[[ Extracted material, beginning ]]
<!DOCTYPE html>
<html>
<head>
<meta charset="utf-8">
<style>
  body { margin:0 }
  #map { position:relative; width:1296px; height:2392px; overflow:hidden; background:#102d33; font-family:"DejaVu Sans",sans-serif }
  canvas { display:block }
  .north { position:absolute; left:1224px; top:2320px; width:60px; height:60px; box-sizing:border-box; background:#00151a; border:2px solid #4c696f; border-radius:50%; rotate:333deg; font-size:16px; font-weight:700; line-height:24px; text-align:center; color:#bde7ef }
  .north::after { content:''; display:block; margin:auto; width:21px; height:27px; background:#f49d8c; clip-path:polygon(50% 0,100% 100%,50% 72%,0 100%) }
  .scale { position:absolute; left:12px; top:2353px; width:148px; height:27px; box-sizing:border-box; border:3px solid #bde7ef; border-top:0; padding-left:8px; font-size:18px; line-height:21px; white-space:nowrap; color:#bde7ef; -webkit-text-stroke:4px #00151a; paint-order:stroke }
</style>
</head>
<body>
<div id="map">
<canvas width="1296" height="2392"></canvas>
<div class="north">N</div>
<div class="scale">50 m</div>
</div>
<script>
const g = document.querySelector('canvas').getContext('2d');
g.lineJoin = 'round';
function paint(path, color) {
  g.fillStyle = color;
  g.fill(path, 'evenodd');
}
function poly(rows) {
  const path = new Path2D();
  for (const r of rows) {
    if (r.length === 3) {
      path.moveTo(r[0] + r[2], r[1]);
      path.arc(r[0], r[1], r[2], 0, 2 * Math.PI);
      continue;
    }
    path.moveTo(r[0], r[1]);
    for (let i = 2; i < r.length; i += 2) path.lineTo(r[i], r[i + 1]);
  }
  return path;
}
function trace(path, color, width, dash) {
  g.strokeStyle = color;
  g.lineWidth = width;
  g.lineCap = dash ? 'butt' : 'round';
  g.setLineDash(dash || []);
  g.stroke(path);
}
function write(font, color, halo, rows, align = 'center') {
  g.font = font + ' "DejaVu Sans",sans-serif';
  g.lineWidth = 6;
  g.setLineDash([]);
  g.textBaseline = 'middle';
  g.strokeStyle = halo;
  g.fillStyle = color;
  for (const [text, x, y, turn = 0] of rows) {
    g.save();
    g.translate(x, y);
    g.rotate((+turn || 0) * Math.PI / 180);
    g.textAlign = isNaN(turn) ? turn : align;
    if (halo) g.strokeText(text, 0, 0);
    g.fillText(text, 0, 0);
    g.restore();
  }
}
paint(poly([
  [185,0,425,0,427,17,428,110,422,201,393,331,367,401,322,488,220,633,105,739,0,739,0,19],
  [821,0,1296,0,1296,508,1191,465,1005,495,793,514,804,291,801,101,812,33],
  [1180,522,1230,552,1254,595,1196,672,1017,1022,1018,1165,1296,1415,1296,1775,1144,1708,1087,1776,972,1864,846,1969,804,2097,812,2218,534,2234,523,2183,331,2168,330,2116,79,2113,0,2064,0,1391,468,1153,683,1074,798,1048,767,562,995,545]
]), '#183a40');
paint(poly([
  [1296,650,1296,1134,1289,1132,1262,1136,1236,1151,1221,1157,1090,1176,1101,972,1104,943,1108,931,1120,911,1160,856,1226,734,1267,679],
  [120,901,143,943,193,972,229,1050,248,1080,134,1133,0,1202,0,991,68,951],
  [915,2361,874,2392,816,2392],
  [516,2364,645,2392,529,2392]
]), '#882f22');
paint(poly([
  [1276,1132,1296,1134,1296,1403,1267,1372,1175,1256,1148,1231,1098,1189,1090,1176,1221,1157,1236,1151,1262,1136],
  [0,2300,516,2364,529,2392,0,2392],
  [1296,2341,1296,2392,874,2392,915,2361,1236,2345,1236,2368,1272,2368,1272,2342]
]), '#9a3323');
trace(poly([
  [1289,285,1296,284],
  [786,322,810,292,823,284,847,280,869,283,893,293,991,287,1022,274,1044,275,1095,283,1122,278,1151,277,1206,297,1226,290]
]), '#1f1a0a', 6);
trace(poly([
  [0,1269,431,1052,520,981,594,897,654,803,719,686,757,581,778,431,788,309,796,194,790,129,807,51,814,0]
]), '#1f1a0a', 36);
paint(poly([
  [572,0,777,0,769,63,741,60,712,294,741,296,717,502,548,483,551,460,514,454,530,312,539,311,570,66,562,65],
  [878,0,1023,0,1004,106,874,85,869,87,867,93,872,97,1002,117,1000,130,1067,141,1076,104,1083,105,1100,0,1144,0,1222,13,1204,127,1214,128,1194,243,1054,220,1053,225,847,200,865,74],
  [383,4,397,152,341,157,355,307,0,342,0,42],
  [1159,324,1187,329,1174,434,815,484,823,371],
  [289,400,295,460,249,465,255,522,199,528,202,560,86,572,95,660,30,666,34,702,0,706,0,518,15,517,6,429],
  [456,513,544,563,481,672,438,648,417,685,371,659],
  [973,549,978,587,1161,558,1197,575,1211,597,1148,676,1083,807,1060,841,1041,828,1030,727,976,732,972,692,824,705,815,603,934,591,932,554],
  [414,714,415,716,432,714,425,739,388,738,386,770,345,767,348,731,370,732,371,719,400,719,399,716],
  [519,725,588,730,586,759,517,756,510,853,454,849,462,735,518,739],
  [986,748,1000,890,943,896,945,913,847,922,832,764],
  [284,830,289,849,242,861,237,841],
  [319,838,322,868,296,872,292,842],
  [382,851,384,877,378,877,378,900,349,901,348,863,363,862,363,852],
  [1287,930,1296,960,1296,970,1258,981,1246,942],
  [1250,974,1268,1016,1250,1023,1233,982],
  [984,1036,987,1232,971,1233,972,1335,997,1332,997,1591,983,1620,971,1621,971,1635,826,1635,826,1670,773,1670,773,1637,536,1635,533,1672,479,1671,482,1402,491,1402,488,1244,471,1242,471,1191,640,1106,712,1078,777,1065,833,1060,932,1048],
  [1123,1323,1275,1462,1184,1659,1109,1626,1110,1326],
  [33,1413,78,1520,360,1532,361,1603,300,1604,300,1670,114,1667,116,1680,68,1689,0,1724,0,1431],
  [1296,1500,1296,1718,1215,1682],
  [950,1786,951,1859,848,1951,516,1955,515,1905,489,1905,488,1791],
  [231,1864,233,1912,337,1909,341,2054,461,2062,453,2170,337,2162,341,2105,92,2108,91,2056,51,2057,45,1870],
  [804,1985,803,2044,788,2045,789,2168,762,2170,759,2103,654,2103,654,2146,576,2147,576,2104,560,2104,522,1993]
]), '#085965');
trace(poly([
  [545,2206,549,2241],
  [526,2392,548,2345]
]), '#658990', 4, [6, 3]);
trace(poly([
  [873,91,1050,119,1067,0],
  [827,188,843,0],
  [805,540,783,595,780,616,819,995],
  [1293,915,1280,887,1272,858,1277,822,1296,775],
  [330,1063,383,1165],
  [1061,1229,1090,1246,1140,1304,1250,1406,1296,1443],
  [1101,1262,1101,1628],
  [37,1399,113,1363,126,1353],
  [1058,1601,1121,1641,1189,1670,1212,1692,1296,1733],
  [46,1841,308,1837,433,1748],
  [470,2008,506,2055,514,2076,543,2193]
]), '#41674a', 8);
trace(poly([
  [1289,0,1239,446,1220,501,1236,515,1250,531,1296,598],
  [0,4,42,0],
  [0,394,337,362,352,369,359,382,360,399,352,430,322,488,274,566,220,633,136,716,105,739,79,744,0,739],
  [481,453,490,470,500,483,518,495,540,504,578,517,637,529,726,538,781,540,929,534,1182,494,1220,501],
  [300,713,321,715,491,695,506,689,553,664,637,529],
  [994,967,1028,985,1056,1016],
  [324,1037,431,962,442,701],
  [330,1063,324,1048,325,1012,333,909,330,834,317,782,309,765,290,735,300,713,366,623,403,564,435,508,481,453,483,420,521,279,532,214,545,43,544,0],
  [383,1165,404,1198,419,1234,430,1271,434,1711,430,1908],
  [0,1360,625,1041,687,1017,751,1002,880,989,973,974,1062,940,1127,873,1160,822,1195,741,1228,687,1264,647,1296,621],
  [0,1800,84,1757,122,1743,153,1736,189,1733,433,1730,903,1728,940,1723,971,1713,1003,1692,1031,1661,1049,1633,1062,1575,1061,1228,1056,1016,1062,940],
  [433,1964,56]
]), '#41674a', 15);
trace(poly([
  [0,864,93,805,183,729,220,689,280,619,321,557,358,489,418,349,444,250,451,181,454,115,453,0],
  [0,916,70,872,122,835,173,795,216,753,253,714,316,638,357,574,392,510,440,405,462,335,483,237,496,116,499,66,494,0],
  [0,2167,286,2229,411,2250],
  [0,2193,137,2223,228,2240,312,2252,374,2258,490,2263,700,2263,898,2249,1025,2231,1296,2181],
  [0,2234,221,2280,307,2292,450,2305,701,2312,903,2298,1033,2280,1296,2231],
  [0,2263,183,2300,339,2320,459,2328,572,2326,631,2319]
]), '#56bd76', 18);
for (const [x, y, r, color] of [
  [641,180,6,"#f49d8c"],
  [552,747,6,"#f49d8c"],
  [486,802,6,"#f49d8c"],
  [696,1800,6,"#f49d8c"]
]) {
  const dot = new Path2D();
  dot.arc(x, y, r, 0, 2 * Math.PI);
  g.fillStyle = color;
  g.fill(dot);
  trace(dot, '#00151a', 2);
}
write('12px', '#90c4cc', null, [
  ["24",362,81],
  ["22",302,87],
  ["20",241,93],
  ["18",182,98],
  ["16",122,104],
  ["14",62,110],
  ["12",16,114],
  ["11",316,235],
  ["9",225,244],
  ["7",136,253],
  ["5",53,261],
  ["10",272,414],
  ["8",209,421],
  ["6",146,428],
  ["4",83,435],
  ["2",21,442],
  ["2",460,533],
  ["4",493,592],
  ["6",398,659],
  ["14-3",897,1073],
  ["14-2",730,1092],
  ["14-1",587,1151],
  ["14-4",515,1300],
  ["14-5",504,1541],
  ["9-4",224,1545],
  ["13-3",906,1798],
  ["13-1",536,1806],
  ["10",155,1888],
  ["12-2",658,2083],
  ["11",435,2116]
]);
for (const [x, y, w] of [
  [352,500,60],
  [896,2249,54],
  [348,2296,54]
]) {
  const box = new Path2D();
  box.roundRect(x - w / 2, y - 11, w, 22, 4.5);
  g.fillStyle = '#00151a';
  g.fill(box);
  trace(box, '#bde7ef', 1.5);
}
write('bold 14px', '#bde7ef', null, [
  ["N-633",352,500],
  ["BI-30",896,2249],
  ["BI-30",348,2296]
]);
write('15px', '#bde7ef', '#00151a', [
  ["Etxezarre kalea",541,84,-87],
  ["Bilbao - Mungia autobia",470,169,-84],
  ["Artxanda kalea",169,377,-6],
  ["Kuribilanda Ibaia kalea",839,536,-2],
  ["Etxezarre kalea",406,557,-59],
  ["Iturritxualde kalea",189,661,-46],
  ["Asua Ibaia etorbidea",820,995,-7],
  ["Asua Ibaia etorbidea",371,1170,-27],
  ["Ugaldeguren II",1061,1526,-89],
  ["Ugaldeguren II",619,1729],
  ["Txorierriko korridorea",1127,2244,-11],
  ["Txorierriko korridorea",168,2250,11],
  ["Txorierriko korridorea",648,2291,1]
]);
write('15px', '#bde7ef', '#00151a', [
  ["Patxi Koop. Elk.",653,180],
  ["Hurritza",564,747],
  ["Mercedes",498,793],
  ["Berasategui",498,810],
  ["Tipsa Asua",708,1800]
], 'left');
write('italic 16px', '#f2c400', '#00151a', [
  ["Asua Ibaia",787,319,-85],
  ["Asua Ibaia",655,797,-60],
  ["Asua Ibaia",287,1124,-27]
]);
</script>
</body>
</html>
[[ Extracted material, end ]]
[[ Extracted material, beginning ]]
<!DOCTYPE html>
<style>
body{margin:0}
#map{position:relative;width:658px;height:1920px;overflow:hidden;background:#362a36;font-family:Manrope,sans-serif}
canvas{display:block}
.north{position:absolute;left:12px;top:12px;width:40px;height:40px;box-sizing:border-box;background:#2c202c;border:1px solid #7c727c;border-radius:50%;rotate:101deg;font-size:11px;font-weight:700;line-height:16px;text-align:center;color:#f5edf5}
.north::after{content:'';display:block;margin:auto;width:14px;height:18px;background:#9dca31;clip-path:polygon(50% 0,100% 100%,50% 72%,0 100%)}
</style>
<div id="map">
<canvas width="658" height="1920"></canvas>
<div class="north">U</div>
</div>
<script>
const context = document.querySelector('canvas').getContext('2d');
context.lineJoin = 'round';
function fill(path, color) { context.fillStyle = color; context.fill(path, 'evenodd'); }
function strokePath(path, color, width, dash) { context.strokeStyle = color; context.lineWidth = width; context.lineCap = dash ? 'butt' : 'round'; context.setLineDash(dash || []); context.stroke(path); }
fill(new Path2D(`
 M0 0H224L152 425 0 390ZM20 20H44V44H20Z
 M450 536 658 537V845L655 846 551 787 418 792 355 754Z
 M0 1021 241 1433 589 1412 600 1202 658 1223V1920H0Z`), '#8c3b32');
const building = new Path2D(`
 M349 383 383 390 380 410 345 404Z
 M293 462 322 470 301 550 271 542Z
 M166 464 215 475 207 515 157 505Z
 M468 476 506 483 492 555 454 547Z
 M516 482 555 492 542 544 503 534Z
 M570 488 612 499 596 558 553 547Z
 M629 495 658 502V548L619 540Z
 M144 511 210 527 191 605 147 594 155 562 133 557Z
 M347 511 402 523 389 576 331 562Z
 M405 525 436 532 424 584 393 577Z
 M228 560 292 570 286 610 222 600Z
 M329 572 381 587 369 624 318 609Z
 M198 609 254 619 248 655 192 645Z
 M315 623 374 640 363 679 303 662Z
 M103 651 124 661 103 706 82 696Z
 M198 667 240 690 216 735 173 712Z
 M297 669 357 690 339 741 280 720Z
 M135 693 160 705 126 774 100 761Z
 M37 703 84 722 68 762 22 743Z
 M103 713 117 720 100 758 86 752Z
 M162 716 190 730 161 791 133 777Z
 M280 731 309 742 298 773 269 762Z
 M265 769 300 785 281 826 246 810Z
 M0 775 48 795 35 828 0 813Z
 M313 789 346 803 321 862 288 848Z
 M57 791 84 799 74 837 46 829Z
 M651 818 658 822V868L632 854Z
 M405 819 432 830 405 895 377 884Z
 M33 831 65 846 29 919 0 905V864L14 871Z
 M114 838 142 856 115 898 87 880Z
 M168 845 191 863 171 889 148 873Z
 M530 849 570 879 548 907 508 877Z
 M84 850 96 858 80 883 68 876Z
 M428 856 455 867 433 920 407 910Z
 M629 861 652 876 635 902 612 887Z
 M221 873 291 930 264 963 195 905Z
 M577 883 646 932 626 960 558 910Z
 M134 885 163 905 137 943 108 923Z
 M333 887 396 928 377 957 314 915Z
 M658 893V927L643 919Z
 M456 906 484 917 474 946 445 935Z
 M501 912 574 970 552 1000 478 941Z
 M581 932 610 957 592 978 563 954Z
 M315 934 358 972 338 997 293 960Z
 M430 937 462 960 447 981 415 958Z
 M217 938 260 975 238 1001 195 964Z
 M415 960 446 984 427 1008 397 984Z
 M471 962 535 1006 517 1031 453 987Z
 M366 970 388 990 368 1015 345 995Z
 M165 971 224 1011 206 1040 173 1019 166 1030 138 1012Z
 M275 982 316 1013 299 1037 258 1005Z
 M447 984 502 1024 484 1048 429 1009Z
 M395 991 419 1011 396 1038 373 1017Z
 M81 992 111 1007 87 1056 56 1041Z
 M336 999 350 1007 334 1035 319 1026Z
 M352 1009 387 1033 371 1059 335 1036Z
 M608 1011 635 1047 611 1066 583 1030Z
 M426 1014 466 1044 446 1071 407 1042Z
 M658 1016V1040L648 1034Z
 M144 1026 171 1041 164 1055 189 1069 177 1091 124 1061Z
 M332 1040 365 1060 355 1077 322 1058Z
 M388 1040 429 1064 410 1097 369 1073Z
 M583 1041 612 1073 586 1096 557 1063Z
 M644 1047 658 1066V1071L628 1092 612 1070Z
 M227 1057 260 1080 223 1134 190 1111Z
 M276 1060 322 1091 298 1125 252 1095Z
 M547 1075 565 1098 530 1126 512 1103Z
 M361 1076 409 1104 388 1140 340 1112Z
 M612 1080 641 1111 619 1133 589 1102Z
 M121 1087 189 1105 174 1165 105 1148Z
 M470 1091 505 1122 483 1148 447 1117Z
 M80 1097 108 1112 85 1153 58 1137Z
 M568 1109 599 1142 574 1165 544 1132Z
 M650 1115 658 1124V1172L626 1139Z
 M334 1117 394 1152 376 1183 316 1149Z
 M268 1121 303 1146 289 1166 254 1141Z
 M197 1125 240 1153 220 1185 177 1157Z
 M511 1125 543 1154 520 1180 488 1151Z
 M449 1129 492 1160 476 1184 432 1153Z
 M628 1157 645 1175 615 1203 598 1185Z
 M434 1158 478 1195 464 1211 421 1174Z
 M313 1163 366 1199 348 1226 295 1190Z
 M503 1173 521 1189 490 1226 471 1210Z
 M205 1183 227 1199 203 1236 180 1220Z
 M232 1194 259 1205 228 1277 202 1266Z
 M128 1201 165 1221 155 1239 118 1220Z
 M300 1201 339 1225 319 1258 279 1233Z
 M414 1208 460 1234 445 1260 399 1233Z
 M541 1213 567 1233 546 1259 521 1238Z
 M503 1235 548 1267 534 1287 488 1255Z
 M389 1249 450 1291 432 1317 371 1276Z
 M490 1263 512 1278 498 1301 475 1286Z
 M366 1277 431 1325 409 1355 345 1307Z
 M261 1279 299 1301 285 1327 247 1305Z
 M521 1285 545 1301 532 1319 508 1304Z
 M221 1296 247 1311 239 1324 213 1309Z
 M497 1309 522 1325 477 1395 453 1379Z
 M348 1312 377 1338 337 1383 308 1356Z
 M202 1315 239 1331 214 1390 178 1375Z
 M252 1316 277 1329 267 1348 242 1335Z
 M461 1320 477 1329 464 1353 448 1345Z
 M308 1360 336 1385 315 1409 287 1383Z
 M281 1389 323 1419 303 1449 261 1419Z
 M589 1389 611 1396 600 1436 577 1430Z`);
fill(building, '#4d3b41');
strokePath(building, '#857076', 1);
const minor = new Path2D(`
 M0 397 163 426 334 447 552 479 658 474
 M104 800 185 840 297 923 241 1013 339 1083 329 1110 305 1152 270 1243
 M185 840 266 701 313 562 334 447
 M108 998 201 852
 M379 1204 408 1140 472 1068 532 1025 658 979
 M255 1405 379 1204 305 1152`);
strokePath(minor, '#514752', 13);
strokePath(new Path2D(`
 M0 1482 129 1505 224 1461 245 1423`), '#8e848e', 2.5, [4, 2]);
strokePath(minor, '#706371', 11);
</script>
[[ Extracted material, end ]]
[[ Extracted material, beginning ]]
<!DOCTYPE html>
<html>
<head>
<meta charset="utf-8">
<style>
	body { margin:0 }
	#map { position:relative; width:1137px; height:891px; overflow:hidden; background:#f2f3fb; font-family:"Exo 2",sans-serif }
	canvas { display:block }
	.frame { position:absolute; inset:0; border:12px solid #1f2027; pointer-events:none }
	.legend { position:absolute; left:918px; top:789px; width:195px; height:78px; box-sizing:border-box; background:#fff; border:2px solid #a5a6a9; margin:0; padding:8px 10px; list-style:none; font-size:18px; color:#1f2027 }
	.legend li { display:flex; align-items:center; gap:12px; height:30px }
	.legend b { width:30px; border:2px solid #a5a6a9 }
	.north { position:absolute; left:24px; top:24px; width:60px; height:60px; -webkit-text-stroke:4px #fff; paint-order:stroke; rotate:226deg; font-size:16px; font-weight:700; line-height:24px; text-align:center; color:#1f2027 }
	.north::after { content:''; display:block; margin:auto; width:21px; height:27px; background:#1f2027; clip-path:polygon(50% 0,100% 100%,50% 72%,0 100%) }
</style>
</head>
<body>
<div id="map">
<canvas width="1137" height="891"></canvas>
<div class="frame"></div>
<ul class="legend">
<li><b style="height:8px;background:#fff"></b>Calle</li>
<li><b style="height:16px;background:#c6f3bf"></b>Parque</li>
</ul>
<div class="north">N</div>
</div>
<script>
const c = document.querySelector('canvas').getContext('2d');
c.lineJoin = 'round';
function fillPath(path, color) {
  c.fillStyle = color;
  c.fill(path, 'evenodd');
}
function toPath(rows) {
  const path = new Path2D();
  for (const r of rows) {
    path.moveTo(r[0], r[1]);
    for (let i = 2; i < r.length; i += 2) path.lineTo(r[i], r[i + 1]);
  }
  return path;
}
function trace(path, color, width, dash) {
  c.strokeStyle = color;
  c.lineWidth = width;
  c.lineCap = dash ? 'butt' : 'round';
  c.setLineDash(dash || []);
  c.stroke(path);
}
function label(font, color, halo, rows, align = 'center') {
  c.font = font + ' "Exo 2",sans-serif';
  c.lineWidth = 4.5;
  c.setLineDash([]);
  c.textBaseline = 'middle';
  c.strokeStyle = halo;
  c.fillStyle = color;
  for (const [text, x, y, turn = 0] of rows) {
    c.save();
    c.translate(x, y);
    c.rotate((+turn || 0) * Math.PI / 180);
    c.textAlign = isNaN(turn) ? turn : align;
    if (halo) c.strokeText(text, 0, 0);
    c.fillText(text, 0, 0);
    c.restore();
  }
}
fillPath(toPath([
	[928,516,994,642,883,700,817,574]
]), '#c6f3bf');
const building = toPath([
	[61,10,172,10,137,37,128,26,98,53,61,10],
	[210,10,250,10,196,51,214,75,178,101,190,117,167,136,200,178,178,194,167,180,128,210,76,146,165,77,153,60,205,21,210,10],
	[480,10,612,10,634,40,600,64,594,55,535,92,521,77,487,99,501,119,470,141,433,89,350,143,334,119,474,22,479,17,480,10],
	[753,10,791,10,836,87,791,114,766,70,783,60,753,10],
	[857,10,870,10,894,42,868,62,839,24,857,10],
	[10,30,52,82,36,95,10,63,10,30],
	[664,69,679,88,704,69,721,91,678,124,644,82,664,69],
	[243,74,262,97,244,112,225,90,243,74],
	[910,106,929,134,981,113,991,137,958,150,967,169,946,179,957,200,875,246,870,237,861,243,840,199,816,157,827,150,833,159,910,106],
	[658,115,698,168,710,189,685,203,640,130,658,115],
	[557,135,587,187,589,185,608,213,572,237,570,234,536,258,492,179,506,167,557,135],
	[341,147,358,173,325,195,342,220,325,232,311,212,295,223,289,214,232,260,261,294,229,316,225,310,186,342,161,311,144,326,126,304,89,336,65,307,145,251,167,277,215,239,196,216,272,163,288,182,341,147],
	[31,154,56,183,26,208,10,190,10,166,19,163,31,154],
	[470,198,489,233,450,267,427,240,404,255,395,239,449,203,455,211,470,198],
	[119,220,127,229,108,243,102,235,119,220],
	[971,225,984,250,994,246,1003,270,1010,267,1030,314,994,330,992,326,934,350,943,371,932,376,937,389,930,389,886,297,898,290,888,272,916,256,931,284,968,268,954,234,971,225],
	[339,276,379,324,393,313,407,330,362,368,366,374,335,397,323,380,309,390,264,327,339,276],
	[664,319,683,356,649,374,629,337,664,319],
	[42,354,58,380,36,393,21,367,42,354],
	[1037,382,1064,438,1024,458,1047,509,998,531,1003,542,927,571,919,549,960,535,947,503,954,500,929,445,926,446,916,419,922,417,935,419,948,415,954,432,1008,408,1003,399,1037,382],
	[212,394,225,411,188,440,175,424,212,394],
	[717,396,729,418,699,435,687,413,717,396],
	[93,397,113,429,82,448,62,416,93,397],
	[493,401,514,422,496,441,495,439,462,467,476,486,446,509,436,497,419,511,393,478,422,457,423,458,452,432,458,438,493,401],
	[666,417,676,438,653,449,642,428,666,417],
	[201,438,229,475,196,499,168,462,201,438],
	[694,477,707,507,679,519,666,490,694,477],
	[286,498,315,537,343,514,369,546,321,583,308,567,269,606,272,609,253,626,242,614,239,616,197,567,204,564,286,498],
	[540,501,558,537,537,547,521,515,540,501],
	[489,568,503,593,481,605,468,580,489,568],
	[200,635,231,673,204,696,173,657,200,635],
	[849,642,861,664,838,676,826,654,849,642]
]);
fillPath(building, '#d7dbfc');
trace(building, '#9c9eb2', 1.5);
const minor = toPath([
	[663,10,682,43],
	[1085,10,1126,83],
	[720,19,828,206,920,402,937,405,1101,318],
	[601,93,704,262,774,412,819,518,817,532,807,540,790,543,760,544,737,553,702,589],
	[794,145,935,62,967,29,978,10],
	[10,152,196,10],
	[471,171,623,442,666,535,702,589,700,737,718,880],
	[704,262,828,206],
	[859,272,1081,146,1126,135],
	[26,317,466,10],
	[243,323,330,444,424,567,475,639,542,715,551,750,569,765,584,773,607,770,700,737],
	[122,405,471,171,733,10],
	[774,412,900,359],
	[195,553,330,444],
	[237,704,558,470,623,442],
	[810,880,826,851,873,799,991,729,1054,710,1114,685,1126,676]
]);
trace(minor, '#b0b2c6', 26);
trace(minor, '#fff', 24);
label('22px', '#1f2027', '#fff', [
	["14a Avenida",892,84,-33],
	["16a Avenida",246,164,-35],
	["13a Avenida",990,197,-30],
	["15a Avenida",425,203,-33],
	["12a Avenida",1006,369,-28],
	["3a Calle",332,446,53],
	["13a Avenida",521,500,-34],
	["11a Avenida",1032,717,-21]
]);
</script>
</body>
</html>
[[ Extracted material, end ]]
--- To do ---
Could you copy every line from the records that has "textBaseline" in it?

--- Response to this exercise ---
  g.textBaseline = 'middle';
  c.textBaseline = 'middle';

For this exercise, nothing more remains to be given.